You sit down to watch His & Hers the way you sit down to watch any thriller. Lights dimmed. Phone face-down. A body on screen. A mystery to solve. Two people telling the same story in different voices. You tell yourself this is entertainment. Suspense. Craft.

But somewhere between the second episode and the final reveal, something shifts. You stop asking who committed the crime and start assuming that everyone is capable of it. You stop listening to characters and start scanning them. Every gesture feels calculated. Every emotion feels rehearsed. Trust becomes a liability.

And that is where the real story begins.

His & Hers is not just a crime series. It is a lesson. Quiet, repeated, and psychologically persuasive. A lesson in suspicion.

The Seduction of Unreliable Truth

The show’s central device is dual narration. His version. Her version. Two truths orbiting the same event, each insisting on legitimacy. This technique is not new, but His & Hers uses it relentlessly. Every memory is questionable. Every confession carries a footnote. Every emotional moment is framed as potentially strategic.

Psychologically, this taps into a well-documented cognitive pattern: epistemic distrust. When people are repeatedly exposed to conflicting accounts with no stable anchor of truth, the brain adapts by lowering its threshold for suspicion. Instead of evaluating claims, it defaults to disbelief.

The series does not offer relief from this tension. It amplifies it. The audience is trained to believe that sincerity is camouflage and that honesty is merely a more convincing lie.

This is compelling television. It is also conditioning.

When Intimacy Becomes Evidence

One of the most damaging undercurrents of His & Hers is how it reframes relationships. Love is not portrayed as connection, but as leverage. Past affection becomes motive. Vulnerability becomes proof of manipulation.

In psychological terms, the show repeatedly collapses the boundary between attachment and threat. When intimacy is constantly associated with danger, the mind begins to encode closeness as risk. This mirrors patterns seen in avoidant attachment styles, where emotional distance feels safer than trust.

The problem is not that a show explores these themes. The problem is that His & Hers rarely challenges them. There is no counterweight. No character whose openness is not punished. No moment where trust leads to clarity rather than destruction.

The implicit message is simple: if you let someone close, you give them power over you.

The Normalization of Moral Fog

Another subtle but significant impact lies in how accountability is treated. Harmful actions are contextualized, softened, explained. Trauma becomes an all-purpose solvent, dissolving responsibility into narrative complexity.

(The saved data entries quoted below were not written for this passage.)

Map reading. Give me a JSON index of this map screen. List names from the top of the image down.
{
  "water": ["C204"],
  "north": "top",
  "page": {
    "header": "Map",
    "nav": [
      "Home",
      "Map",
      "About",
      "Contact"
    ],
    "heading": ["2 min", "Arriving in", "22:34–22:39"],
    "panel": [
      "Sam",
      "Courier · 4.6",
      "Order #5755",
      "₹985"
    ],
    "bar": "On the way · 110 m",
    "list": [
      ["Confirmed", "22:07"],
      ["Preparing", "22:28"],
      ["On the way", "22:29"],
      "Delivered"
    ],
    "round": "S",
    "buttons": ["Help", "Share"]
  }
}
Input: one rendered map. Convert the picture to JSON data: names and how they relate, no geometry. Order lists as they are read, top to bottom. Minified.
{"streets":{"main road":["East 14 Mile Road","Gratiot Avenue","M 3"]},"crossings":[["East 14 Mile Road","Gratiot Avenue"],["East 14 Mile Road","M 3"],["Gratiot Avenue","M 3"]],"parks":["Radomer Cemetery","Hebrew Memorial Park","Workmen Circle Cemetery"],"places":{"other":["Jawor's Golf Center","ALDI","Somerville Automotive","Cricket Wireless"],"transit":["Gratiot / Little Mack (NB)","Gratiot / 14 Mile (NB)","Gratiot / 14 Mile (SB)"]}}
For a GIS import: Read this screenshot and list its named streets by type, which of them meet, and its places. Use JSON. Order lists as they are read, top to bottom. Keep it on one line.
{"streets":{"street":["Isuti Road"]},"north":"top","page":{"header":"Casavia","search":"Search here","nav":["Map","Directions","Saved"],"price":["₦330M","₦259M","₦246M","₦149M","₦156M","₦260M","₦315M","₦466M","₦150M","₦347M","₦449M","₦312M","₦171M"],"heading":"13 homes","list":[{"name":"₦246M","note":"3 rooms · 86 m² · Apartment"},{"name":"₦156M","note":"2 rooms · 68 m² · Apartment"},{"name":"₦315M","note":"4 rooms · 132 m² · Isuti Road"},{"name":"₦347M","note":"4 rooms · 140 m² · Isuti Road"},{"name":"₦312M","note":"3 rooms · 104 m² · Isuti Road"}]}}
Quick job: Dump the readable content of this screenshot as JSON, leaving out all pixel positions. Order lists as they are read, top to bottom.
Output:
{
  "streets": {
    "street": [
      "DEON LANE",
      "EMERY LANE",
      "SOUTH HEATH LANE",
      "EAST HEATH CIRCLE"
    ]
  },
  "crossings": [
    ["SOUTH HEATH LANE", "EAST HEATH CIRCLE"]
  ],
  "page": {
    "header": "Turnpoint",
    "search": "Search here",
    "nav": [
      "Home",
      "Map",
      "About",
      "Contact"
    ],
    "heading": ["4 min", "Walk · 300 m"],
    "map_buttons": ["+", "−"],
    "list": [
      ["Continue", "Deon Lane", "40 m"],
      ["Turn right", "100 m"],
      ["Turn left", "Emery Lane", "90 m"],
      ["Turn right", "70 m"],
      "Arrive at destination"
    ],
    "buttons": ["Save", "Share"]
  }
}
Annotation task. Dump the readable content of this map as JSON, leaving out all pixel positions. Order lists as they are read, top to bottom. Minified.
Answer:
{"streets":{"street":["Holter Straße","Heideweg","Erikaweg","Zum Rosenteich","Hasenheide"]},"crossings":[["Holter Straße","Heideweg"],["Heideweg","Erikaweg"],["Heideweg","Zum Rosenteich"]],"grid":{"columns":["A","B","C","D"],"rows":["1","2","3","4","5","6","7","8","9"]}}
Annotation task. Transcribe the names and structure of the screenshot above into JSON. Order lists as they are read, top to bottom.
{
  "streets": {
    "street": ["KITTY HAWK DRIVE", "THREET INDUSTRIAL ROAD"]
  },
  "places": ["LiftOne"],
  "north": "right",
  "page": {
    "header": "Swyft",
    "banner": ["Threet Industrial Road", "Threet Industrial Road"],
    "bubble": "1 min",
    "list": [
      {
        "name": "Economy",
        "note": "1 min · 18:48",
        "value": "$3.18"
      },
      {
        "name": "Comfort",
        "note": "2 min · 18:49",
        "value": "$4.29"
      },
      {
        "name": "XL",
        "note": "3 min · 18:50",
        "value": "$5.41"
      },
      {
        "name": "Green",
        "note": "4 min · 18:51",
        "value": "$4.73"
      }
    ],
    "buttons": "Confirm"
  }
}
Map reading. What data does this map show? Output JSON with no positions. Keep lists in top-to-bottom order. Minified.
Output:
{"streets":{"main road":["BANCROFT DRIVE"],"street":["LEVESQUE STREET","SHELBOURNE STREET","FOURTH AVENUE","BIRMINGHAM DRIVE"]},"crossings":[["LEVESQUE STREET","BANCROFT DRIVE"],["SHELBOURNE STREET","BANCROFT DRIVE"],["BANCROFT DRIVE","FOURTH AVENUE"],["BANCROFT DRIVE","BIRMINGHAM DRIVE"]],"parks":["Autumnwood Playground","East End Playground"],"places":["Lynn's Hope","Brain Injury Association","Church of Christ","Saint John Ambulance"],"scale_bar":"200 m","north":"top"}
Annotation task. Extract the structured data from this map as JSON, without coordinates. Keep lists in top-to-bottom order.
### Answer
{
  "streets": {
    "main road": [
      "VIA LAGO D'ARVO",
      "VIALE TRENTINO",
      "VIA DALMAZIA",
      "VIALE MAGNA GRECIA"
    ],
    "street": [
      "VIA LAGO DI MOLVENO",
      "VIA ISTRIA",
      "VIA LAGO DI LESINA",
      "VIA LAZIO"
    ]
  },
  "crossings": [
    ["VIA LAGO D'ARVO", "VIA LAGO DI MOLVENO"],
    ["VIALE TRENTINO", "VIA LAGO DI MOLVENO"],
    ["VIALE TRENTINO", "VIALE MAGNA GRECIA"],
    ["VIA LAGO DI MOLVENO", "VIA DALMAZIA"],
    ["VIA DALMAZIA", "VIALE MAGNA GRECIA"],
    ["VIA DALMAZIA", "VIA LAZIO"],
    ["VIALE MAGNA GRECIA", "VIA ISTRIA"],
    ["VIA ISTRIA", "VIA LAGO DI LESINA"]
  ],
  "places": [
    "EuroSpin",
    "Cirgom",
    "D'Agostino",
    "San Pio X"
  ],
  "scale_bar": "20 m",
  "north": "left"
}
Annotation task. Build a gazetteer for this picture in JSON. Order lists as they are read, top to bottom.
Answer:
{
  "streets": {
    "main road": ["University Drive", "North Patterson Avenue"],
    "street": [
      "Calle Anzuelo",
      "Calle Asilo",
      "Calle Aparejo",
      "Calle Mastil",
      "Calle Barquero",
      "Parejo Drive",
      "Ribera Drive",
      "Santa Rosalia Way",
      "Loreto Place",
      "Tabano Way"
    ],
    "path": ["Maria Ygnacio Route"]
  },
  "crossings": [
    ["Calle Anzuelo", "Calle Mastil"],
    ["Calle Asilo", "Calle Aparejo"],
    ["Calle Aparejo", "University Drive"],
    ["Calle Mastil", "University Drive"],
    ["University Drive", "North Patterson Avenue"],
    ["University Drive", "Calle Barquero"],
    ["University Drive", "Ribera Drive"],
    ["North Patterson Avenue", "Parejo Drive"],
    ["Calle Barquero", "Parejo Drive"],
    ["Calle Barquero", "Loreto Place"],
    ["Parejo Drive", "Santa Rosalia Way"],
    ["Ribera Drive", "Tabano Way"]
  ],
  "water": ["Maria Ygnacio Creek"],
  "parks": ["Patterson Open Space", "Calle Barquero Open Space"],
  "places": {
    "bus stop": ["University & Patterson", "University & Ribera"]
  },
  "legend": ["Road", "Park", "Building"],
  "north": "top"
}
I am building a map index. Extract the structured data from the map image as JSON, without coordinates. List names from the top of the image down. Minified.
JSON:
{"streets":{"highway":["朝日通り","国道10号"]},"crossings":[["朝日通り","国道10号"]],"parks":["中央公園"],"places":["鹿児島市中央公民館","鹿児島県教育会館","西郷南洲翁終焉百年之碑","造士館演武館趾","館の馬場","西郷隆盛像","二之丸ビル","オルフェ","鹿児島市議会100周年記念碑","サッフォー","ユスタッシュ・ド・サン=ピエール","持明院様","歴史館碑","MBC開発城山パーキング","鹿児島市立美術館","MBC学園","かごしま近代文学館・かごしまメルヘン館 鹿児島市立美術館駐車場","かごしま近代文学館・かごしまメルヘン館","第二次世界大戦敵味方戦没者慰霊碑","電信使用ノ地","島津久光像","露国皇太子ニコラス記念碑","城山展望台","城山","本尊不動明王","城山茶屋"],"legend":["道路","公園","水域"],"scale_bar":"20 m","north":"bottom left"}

This reflects a broader psychological shift in modern storytelling, where moral ambiguity is often mistaken for depth. But ambiguity without ethical grounding does not encourage critical thinking. It encourages disengagement.

When every action is understandable, no action is condemnable.

Over time, this trains viewers to interpret wrongdoing not as something to confront, but as something to rationalize. In social psychology, this aligns with moral disengagement, a process where people distance themselves from ethical judgment to avoid discomfort.

The danger is not that viewers excuse fictional characters. It’s that they carry this framework into real life, where harm becomes a matter of perspective rather than principle.

A Culture Already Tired of Trust

His & Hers arrives in a social climate already strained by misinformation, polarized narratives, and eroding institutional trust. In such an environment, stories do not simply entertain. They reinforce mental habits.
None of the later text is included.